Wednesday, December 14, 2022

Mind The Very Large Gap

Amazing scenes.
Wearing a baseball cap with FTX’s logo, Mr. Bankman walked onstage to help announce the winners of two $500,000 checks. Behind the scenes, he played the role of FTX diplomat, introducing his son to the head of a Florida nonprofit organization that was helping adults in the area set up bank accounts linked to the crypto exchange’s platform. Two months later, Mr. Bankman-Fried promoted the partnership in testimony to Congress, where he was pushing crypto-friendly legislation.

The couple’s careers have been upended. Ms. Fried, 71, resigned last month as chairwoman of the board of a political donor network, Mind the Gap, which she had helped start to support Democratic campaigns and causes. Mr. Bankman, 67, has postponed a Stanford class he had been scheduled to teach in the winter, and he’s recruited a white-collar criminal defense lawyer to represent him. The family faces huge legal bills, and they have become the subject of gossip on Stanford’s campus.
Oh no. Gossip. The greatest consequence imaginable to that fucking paper (this is a bit unfair, but is that really worth mentioning?). Mind the Gap? Don't remember that one. Ah.
A secretive group led by Stanford University academics has unleashed millions of dollars in political spending from Silicon Valley and is now convincing some of its biggest donors to spend millions more to back Democrats in 2020.

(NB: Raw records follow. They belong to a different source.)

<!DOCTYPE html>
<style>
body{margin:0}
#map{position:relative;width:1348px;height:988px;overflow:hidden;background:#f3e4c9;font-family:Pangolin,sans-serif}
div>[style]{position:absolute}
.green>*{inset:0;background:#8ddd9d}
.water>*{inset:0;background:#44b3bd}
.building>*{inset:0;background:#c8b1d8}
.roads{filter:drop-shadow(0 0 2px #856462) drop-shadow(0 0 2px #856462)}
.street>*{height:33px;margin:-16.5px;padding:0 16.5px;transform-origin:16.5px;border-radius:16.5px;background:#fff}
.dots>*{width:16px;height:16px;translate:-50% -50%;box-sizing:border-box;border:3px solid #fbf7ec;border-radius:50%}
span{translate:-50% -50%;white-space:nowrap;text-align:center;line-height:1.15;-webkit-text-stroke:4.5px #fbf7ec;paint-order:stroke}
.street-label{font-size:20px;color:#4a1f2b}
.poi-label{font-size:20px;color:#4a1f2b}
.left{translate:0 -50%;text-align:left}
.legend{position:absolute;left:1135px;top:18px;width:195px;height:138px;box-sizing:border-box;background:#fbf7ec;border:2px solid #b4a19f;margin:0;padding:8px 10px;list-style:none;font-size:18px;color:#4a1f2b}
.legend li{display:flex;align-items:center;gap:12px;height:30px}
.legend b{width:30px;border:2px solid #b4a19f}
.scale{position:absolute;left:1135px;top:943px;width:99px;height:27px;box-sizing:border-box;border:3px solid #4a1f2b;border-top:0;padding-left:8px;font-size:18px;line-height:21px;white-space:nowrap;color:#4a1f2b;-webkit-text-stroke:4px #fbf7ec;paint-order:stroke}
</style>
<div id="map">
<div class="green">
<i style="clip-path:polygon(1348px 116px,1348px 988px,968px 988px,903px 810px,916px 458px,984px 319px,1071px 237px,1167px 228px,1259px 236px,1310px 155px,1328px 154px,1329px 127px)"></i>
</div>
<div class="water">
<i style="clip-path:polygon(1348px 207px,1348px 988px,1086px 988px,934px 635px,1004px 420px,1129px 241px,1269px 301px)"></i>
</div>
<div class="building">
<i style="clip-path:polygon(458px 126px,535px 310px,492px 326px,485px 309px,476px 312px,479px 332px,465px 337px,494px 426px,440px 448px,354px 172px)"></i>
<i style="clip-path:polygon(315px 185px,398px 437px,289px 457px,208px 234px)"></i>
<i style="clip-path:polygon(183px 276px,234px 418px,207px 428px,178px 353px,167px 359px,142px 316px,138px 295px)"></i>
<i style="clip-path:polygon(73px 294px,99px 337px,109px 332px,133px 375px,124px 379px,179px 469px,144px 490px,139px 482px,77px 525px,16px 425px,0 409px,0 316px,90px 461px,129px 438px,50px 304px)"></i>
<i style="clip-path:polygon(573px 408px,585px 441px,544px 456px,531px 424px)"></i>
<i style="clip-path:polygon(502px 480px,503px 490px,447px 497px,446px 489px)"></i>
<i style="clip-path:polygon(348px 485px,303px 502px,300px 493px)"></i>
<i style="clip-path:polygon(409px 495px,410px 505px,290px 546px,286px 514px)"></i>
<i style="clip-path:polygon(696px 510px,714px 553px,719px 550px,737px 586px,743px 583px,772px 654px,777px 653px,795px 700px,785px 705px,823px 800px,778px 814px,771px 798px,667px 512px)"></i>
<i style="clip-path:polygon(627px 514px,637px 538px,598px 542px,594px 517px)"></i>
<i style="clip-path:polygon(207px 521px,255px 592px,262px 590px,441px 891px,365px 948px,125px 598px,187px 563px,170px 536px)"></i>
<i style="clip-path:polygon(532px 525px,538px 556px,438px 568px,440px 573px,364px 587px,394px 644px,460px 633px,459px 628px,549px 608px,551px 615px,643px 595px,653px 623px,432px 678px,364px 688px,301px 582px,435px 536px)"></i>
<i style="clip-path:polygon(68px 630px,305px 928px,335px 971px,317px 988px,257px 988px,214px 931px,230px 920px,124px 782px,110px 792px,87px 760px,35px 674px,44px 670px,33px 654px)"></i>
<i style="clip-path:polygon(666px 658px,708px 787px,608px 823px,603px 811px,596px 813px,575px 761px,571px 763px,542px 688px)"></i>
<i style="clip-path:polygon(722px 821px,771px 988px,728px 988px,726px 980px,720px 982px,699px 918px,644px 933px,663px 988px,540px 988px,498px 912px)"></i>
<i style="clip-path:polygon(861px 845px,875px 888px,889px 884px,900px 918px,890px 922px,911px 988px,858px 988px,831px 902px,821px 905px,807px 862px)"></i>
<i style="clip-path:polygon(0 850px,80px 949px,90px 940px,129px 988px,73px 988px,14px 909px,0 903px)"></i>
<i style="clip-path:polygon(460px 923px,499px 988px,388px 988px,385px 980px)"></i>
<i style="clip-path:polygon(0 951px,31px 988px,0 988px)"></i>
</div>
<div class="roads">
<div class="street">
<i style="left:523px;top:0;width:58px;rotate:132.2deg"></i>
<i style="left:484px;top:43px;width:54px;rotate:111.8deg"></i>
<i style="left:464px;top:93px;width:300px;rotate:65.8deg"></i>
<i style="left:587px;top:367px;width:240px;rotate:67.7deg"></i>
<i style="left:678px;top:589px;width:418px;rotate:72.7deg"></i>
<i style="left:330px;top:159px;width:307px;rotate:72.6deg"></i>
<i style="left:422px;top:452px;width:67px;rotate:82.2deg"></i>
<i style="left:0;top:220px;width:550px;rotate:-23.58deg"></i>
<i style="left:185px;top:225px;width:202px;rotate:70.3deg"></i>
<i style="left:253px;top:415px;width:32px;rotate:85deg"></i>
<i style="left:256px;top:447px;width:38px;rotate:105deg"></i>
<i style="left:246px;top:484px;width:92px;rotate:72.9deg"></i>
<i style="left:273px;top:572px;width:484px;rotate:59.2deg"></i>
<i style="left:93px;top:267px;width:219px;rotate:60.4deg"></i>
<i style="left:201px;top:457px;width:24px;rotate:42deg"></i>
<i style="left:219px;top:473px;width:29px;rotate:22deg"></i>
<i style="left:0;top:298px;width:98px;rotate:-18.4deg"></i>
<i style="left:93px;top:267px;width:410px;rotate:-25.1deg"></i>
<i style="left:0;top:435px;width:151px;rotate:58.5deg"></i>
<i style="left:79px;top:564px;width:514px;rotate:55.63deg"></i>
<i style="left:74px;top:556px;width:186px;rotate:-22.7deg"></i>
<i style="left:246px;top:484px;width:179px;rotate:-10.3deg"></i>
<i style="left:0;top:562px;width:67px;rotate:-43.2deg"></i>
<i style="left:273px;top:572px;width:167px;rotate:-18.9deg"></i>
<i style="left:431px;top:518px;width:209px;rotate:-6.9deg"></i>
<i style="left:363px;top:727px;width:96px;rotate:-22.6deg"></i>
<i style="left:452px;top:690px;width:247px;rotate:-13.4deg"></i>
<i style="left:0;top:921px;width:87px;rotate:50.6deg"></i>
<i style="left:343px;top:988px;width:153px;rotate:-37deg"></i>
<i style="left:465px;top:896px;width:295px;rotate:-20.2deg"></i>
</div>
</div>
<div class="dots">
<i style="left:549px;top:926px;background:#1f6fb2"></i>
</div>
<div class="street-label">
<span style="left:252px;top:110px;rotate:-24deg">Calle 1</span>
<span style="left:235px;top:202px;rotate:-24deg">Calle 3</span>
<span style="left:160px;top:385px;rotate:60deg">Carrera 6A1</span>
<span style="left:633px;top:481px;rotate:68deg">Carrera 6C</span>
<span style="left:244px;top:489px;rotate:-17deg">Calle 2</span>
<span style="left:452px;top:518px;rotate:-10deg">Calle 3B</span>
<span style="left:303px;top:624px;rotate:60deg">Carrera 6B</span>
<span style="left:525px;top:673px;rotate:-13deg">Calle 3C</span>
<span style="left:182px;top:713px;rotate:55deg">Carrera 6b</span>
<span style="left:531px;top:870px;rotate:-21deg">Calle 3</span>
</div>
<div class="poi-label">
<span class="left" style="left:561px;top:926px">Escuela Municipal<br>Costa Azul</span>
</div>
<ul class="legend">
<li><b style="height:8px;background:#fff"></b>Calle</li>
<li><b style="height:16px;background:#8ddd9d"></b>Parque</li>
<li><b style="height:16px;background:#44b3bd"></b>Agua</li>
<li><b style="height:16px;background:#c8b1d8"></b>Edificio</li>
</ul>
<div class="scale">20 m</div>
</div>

Mind the Gap, a network formed less than two years ago, has been quietly routing millions of dollars to Democratic candidates and groups across the country in the 2018 and 2020 election cycles, emerging as a new power center in the Silicon Valley political scene. It’s just that so far, it has avoided public detection.
Sure at first pass "electing Democrats" is good but that article doesn't even mention Sam, so some other things were a bit "stealth" and money buys broad influence even if it's not precisely targeted.
But Painter said, “These campaign contributions from SBF and PAC money raised by members of his family of course bought an enormous amount of influence in Washington.”